The idea of paying a bonus to (not so special) forces guys is a little toss as any pilot or medic will tell you, there are shortages all over the shop. I guess this is slightly skewed article though.
Just spotted this advert, at the top, between the UJ and Mr Potatoe Head.
I thought they were trying to keep them in!!!
We dont have the available forces to do 6 month tours we would be doing twice the rotations. Also the brigades are being reorganized and we would be unable to accomplish this with a shorter rotation.
Pay is pretty good. Retirement is a huge benefit. At 20 years a soldier/officer can retire at 50% of base pay. At 30 its 75%. Free healthcare for the soldier. The family is covered under TRICARE. Troops that were held past their 12 month tour receive $1000 a monthextra pay on top of combat pay.
Pay in a warzone is tax free. Re-enlistment's done in theater mean the bonus is tax free.
The good news bad news about pay is that allowances [subsistance/housing/jump pay/aviation pay/ect] are non-taxable.
The bad news is that base pay is what retirement is based on. On retirement you lose your allowances.
Obviously if you half the length of the tour you would do twice the rotations. That's maths!!!
But what's all this about not having the available forces? Your US Marine Corps' is, last figures I saw, slightly bigger than the whole of Her Majesty's Armed Forces!!! I appreciate there are generally more in theatre than our lads but either there's alot of dead wood or George W. is as crazy as Tony Bliar, when it comes to deploying blokes in as many sh*tholes as possible and then cutting their numbers!!!
choccy your math is right (+/- beat up time/post op leave/R&R) the who whiney opinion is worth nowt unless there is something that Britfor does that USForces don't do (thats the marriage/ceremonials/etc).
We just have to rotate quicker.
USAF does 3 month tours, USArmy does 12 months, USN, USMC as their deployment takes them as far as I'm aware.
The USMC is on a 7 month rotation.

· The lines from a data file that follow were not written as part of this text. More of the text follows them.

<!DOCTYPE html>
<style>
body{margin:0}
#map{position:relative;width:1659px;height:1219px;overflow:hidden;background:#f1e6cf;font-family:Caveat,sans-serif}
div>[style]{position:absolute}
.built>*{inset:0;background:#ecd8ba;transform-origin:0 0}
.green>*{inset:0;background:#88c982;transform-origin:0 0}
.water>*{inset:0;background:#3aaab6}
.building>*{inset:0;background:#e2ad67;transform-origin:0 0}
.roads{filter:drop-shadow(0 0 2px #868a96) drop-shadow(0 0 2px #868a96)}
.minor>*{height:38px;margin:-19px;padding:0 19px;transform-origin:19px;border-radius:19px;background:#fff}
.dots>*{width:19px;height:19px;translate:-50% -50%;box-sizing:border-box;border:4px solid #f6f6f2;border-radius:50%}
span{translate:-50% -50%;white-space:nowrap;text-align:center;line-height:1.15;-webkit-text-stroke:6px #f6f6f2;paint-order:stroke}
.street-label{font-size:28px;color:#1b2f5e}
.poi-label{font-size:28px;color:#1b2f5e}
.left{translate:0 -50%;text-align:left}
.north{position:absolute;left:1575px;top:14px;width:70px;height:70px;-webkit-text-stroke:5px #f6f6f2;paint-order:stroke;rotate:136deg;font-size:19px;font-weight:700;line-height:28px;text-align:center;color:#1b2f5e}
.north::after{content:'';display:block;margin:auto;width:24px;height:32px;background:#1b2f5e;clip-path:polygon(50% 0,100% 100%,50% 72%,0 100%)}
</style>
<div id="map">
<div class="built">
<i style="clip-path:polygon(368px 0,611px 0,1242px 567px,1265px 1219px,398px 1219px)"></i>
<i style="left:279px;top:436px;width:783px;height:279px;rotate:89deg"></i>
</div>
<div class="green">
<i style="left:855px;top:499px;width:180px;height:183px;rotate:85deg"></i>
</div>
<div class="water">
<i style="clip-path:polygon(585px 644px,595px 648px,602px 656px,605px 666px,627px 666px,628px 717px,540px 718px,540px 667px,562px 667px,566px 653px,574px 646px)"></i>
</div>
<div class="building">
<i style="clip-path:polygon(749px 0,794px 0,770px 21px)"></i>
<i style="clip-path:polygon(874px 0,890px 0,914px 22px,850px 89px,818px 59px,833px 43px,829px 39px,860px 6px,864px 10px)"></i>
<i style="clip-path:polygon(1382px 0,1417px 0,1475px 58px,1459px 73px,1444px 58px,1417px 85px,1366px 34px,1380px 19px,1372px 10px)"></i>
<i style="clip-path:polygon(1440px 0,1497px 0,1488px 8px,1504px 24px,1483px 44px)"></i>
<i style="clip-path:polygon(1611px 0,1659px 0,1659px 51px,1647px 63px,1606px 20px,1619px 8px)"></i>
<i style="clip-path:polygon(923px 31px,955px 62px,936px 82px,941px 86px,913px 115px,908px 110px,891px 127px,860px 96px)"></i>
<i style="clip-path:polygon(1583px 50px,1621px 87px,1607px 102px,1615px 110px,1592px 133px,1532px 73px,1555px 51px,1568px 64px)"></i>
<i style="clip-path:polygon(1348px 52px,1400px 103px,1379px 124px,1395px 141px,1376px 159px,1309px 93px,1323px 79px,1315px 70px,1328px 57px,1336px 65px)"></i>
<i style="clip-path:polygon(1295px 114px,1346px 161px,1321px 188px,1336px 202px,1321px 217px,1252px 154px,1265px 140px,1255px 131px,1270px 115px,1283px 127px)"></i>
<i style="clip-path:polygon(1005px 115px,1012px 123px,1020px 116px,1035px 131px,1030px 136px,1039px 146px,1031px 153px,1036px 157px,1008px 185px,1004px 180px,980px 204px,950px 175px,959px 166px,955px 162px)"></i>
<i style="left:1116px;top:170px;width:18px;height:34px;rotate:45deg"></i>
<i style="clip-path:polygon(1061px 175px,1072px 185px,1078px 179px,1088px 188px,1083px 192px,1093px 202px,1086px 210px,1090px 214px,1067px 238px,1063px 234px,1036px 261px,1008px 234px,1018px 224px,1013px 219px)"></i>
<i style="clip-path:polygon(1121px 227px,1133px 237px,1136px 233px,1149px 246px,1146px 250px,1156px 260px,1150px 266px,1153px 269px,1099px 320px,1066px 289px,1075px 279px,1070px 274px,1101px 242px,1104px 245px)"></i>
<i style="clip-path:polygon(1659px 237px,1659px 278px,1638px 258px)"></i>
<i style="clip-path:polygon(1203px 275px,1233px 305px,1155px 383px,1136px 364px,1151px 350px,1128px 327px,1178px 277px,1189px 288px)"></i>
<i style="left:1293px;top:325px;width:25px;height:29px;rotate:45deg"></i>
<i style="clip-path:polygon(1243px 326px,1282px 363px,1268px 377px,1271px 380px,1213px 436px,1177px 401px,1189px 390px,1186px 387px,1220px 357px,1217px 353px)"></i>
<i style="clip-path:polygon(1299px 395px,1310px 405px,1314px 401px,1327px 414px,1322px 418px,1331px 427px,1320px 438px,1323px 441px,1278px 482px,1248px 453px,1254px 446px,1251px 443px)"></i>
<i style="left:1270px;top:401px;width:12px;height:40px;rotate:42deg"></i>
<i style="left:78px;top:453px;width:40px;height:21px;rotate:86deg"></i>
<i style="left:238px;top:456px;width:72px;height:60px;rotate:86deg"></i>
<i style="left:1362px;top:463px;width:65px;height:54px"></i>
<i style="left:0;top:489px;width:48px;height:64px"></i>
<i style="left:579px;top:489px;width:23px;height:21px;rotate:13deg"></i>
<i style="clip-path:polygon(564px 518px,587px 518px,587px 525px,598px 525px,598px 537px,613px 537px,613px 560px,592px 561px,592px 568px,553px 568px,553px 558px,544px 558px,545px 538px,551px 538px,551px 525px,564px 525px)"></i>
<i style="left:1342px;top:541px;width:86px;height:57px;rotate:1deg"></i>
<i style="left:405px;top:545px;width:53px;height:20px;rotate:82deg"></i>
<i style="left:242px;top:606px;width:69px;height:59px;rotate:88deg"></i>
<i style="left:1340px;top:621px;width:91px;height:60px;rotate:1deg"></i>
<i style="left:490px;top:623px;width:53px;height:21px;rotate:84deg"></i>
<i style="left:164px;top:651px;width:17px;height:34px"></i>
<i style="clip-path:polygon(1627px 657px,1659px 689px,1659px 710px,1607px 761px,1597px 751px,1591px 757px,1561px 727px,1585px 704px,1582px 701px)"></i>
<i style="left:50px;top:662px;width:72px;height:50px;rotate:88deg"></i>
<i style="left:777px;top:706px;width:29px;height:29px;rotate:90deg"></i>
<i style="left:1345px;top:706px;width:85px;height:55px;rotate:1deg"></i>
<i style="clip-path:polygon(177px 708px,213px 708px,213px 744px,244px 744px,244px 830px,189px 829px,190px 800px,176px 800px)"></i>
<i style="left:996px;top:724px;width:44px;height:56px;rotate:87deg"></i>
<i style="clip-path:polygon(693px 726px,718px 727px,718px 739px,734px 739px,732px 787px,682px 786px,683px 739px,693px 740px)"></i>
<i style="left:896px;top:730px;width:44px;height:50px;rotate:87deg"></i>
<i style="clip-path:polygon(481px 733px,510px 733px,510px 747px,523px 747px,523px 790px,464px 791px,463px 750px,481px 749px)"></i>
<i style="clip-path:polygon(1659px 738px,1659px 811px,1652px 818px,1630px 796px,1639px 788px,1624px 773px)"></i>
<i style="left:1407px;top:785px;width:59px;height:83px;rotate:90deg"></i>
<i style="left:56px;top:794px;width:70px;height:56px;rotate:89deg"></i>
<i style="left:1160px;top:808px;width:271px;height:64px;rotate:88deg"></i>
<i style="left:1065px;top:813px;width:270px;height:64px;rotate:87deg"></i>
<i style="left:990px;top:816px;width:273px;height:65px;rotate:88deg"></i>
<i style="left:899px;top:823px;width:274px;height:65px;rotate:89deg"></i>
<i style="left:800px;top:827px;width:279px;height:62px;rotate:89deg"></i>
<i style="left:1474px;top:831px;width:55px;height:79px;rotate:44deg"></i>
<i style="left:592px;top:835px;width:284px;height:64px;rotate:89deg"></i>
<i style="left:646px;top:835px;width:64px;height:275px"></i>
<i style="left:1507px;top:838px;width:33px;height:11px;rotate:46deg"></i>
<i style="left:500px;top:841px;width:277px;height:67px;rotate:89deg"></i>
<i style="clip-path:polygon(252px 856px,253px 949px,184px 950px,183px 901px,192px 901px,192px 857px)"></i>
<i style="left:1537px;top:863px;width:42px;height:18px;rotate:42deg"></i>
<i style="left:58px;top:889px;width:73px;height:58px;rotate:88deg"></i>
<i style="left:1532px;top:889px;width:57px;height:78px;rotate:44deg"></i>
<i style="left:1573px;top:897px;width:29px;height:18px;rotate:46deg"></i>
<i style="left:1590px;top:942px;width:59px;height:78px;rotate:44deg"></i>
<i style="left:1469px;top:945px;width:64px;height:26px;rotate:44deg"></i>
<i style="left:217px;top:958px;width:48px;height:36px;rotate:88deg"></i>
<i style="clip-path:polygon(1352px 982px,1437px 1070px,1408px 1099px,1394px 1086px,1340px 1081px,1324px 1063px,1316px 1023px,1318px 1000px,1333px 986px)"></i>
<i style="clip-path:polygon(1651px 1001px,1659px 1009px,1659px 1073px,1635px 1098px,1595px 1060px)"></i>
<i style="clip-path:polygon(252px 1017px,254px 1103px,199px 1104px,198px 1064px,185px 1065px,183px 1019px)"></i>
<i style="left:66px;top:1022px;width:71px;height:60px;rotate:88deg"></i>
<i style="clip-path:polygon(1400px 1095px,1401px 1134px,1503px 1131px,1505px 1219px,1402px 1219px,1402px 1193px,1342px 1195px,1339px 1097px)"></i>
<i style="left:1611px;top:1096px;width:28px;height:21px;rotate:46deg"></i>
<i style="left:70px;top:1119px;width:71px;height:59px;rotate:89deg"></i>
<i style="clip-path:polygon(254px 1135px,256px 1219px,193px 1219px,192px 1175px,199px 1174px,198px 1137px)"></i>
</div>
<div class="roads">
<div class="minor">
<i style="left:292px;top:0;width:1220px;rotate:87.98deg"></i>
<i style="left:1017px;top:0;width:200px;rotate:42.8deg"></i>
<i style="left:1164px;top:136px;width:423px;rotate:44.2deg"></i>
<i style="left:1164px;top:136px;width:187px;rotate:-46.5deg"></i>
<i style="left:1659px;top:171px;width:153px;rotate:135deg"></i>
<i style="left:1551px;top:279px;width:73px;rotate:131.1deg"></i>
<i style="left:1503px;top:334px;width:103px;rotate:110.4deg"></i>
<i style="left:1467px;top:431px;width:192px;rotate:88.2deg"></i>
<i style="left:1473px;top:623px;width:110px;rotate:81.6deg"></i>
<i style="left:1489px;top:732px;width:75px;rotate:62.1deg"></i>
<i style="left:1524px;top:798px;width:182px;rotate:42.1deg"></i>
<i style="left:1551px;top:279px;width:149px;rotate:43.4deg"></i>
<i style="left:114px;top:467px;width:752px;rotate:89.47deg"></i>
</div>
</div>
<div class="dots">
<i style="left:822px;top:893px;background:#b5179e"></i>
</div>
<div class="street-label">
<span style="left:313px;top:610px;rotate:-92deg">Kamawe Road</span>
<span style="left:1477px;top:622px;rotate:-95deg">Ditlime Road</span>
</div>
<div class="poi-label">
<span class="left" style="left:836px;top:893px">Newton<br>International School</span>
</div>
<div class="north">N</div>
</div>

As far as the army is concerned our transformation really dictated the tour length. Last Fall the powers that be looked at 6 and 7 month rotations and determined that units transitioning to the new TO&E needed 12 months. From a practical standpoint would you rather spend a year at home or 6 months before you went back out to the sandbox ?
Well we do six month tours and unless we're spectacularly unlucky don't go out after 6 months back. And the yank forces are far larger. What about those stories of the flight to the US that got turned back after leaving Kuwait because the unit on board had their tour extended from 12 months in theatre to 18 months?
I put a mail in here a few months from a US Army Nurse on a different subject but he spent 18 months in-country having been volunteered to extend from 9 to 15 to cover a USAF hospital unit short on nurses and he had to contact his Army cmdr stateside to get to go home when the USAF unit went home because they were going to volunteer him to stay for the third incoming unit.